> [WHAT TO DO] Counting only lines that contain the string "linejoin", how many are there in the data? Say the number alone.

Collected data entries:
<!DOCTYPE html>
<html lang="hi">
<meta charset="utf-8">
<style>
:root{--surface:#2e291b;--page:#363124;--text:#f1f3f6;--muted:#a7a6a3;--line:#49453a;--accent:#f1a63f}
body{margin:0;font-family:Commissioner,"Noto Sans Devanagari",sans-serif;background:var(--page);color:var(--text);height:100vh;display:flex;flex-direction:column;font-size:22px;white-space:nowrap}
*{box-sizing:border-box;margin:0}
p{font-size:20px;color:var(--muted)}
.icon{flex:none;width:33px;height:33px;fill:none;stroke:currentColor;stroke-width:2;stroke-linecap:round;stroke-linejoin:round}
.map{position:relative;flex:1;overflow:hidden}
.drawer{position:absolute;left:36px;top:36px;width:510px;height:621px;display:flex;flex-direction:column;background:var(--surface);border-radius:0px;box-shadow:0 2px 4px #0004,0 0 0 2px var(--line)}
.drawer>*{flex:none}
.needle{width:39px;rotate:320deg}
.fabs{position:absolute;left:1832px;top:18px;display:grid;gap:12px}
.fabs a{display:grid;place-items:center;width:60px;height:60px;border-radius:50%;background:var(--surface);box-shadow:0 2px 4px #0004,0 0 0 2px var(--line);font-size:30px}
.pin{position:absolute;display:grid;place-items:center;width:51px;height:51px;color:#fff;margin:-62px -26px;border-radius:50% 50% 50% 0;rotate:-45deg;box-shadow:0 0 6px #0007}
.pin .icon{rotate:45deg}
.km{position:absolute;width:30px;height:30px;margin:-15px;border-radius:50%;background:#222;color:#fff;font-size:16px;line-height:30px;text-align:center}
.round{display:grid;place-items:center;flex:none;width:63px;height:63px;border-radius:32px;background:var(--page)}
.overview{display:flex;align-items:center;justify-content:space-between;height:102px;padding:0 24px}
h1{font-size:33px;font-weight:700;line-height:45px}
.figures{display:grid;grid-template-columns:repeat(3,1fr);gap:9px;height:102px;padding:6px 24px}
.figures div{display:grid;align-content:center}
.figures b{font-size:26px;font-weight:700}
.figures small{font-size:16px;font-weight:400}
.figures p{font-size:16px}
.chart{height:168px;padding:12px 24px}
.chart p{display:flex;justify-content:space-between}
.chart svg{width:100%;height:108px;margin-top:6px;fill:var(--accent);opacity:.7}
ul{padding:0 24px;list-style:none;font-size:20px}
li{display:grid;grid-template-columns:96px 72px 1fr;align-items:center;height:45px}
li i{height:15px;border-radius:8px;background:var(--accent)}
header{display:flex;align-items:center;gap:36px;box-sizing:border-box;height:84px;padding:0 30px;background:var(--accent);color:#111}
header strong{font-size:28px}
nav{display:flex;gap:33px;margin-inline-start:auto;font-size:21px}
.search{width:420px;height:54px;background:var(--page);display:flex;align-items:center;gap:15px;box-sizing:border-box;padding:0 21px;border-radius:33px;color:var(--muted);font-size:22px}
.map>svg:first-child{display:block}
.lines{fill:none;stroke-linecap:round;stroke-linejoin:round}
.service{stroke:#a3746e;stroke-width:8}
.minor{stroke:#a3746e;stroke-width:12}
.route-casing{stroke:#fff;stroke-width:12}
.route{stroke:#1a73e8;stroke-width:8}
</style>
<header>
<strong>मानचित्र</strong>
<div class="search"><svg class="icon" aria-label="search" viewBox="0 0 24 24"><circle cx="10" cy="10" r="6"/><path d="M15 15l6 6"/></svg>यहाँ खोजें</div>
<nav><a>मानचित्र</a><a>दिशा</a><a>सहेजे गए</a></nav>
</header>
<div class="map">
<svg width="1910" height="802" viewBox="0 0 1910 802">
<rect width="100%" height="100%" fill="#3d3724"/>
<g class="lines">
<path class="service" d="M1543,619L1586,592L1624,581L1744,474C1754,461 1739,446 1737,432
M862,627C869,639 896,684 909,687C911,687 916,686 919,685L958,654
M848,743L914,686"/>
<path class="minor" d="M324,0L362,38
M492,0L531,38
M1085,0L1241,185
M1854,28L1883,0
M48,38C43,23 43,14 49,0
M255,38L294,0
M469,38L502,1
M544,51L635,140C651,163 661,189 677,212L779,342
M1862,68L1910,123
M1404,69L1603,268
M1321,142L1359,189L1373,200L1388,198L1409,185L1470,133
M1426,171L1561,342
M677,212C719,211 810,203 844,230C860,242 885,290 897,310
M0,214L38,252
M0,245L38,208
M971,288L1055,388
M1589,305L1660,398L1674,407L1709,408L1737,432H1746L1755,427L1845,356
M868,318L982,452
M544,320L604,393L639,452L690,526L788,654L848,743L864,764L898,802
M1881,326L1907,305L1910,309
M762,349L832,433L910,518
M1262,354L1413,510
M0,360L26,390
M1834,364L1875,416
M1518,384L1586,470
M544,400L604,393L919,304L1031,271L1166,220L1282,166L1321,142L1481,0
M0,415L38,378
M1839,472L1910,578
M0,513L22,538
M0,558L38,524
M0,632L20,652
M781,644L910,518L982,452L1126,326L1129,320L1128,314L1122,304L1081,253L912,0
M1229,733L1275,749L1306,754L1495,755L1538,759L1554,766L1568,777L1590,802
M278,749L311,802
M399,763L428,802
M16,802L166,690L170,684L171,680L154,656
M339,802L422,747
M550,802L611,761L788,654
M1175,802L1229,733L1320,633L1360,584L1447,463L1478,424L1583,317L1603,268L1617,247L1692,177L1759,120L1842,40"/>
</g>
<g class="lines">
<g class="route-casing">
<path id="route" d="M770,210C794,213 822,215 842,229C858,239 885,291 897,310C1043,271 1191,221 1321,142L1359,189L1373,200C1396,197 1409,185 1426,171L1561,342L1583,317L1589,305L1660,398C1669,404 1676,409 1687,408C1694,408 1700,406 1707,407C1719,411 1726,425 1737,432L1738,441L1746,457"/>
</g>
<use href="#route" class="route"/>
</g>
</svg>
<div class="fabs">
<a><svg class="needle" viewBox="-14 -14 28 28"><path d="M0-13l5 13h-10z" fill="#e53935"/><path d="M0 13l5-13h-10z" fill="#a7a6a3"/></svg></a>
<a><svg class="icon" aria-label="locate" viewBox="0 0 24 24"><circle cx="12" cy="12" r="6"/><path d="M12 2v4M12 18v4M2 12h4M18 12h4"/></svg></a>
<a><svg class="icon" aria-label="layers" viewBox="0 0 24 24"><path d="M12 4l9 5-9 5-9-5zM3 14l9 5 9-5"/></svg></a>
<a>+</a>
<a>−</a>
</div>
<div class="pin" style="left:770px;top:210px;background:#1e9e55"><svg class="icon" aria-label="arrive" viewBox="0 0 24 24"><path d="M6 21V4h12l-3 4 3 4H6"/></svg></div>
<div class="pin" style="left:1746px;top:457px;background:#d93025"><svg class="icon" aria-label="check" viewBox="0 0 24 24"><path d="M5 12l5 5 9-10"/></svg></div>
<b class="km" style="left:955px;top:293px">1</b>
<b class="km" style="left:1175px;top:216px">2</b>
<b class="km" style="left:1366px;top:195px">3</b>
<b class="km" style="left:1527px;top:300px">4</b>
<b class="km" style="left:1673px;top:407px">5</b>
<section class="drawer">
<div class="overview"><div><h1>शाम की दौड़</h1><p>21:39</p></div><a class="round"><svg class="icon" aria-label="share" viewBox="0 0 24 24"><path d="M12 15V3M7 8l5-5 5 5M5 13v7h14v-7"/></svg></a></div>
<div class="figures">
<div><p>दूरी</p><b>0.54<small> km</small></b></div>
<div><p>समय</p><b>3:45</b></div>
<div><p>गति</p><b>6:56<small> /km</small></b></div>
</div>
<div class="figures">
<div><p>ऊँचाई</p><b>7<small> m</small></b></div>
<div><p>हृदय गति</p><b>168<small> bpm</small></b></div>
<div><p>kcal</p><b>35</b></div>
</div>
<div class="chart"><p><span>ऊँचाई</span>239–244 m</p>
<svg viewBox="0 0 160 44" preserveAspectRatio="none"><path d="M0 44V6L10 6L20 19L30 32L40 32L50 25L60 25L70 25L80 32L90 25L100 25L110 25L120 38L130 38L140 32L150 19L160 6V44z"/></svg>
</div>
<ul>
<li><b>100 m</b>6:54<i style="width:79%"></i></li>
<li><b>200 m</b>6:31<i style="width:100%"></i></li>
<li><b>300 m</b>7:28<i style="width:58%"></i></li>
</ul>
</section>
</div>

> [TASK SOLUTION] 2